From the Editorial Board: Hoangmai Pham, MD, MPH

The American Journal of Managed Care, February 2021, Volume 27, Issue 2

When my children were small, we spent hours watching the CGI series Walking With Dinosaurs. There was something soulful about nature’s repetitive morality tale through the eons—animals live to live. Their conflicts in physical combat, against natural elements and their own faulty genes, were raw manifestations of survival instinct. But evolution is the slow walk that happens between scuffles in the jungle. It tends toward the incremental unless some shock so dramatically changes the environment that survival depends on large phenotypic differences between animals. The asteroid strike 66 million years ago was such a shock, a sudden and extreme shuffling of evolutionary hierarchy among species.

Coronavirus disease 2019 (COVID-19) and the current recession have severely stressed the country’s care delivery system but not yet amounted to an asteroid strike. Progress toward a more value-based orientation had suffered the constant drag of much higher prices for talent and supplies and much higher overhead for the physical plants in America than in other wealthy countries. Moreover, our investments have skewed toward the production of high-profit services and goods like invasive procedures or new drugs rather than foundational elements like public health or primary care.

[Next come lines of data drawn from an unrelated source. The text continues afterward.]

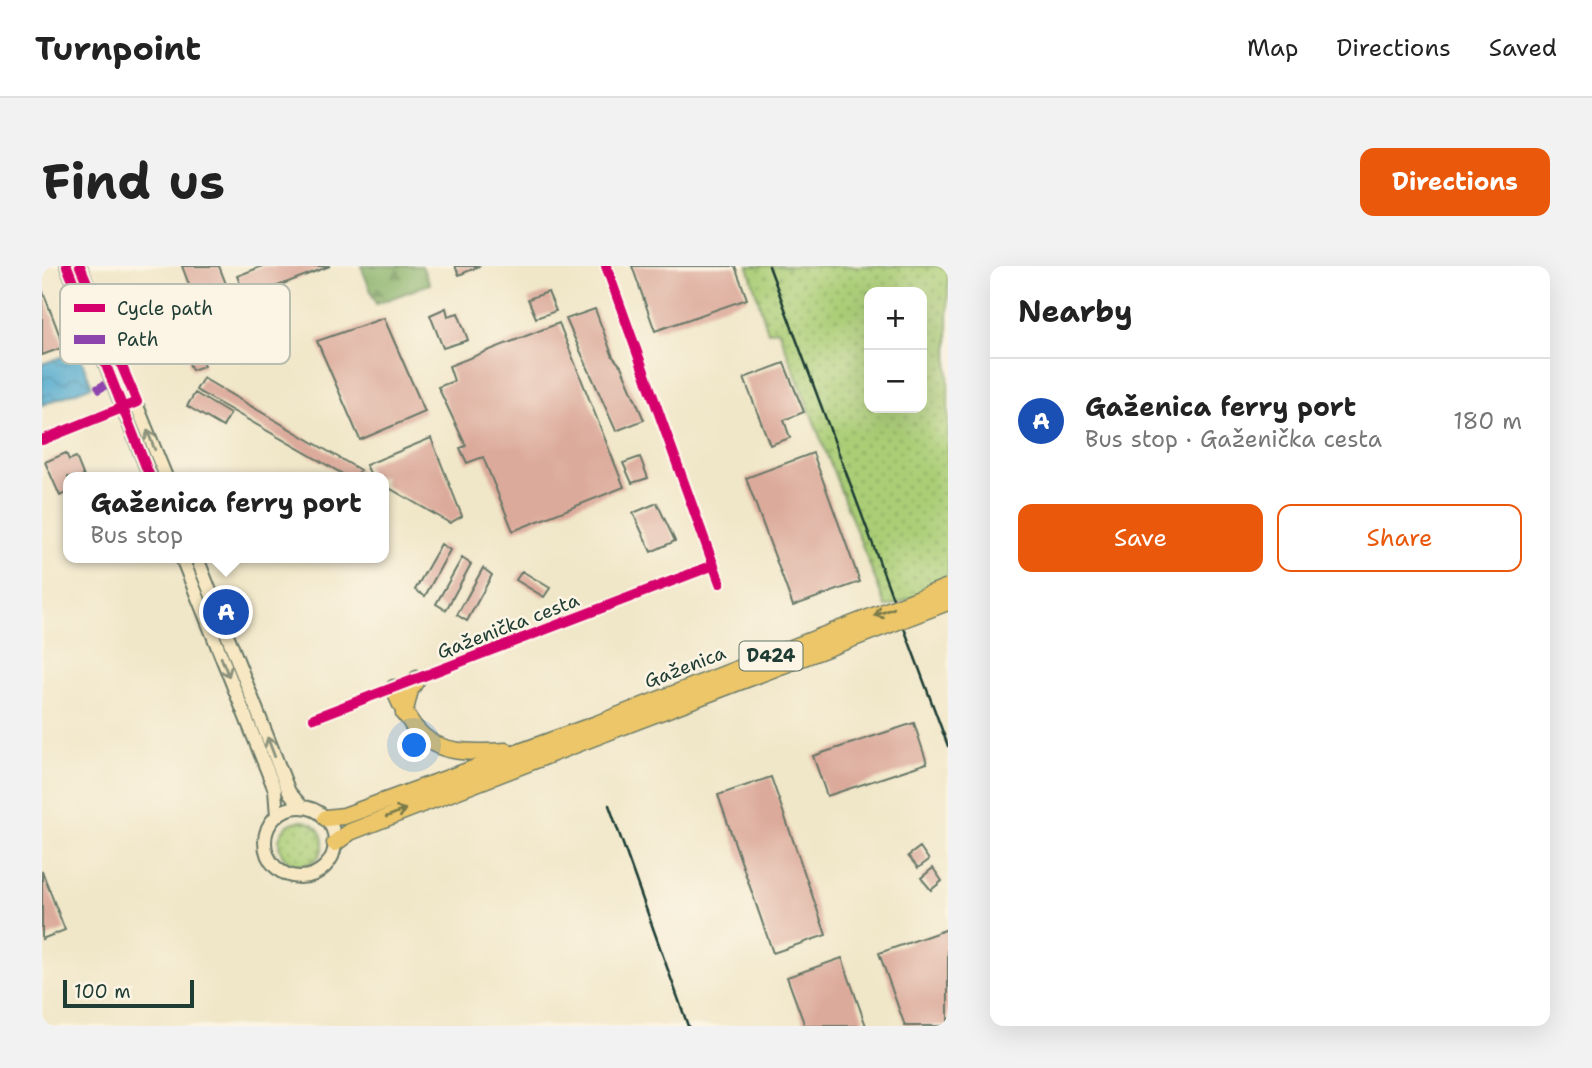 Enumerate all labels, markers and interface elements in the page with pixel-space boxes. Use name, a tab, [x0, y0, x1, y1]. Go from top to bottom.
text: Turnpoint	[35, 26, 201, 71]
text: Map	[1247, 32, 1298, 64]
text: Directions	[1336, 32, 1451, 64]
text: Saved	[1489, 32, 1557, 64]
button: Directions	[1360, 148, 1550, 216]
text: Find us	[42, 149, 225, 215]
legend	[60, 284, 290, 364]
map controls	[864, 287, 927, 413]
button: +	[864, 287, 927, 350]
text: Nearby	[1018, 291, 1133, 332]
text: Cycle path	[117, 296, 213, 321]
text: Path	[117, 327, 159, 352]
button: −	[864, 350, 927, 413]
text: Gaženica ferry port	[1085, 389, 1356, 424]
text: A	[1032, 406, 1050, 436]
text: 180 m	[1453, 406, 1522, 436]
text: Bus stop · Gaženička cesta	[1085, 424, 1382, 454]
one-way arrow	[144, 429, 157, 451]
popup	[63, 472, 389, 563]
text: Gaženica ferry port	[90, 485, 362, 520]
button: Save	[1018, 504, 1263, 572]
button: Share	[1277, 504, 1522, 572]
text: Bus stop	[90, 520, 183, 550]
pin: A	[203, 586, 249, 638]
street label: Gaženička cesta	[433, 587, 583, 665]
one-way arrow	[874, 606, 896, 619]
street label: Gaženica	[641, 640, 729, 694]
road number: D424	[740, 642, 802, 670]
one-way arrow	[220, 655, 233, 677]
your location	[397, 728, 431, 762]
one-way arrow	[264, 737, 276, 758]
one-way arrow	[385, 806, 406, 819]
scale bar	[63, 977, 194, 1009]
text: 100 m	[74, 979, 131, 1004]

Such a system was not sustainable in the current crisis. One study estimates that primary care practices will lose $15 billion. Another recent analysis predicts that 40% of rural hospitals may close. While the best-resourced hospital systems stand to make financial gains (in part with support from federal COVID-19 relief funds), others, especially safety-net systems with heavier reliance on Medicaid revenues, have suffered breathtaking losses and staffing reductions.

Yet indications are that the system will try to ride out current pressures and return to its incremental, evolutionary crawl—the equivalent of short-term fasting instead of permanently changing one’s diet. The system largely has not interpreted these shocks as harbingers of longer-term environmental changes and reasons for more robust adaptations.

If policy makers want to accelerate evolution toward more sustainable, high-value models of care delivery, they could set clear expectations for more dramatic breaks from current models. Imagine if Medicare and other large payers demanded a care model with 30% lower overhead and were willing to pay providers at 80% of today’s prices. Providers could walk away with a healthy 10% profit, much higher than many could achieve now. A leap that might have seemed fantastical a year ago seems less so now with Americans’ newfound acceptance of digital health tools and other advancements that make it possible to imagine lower-overhead modes of care delivery, such as hospital-level care at home for all but the most critical cases or “officeless” primary care. Policy makers can directly reduce prices for existing goods and services as well, through regulation and/or procompetitive policies. We also need more research to reassure us that new models can scale safely. But lack of certainty about potential harm shouldn’t prevent experimentation, because the long-term trajectory of harm from our current models is certain. Payers would likely need to cushion residual financial impacts to providers in the short term—it takes time and costs money to divest from real estate and equipment—but policy makers could reward early adopters with preferential prices to inject competition and momentum for change.

COVID-19 has revealed the lack of resilience in our care delivery system. The next crisis might well be “the big one.” Policy makers and providers would do well to plan adaptation rather than leaving it to chance in the jungle.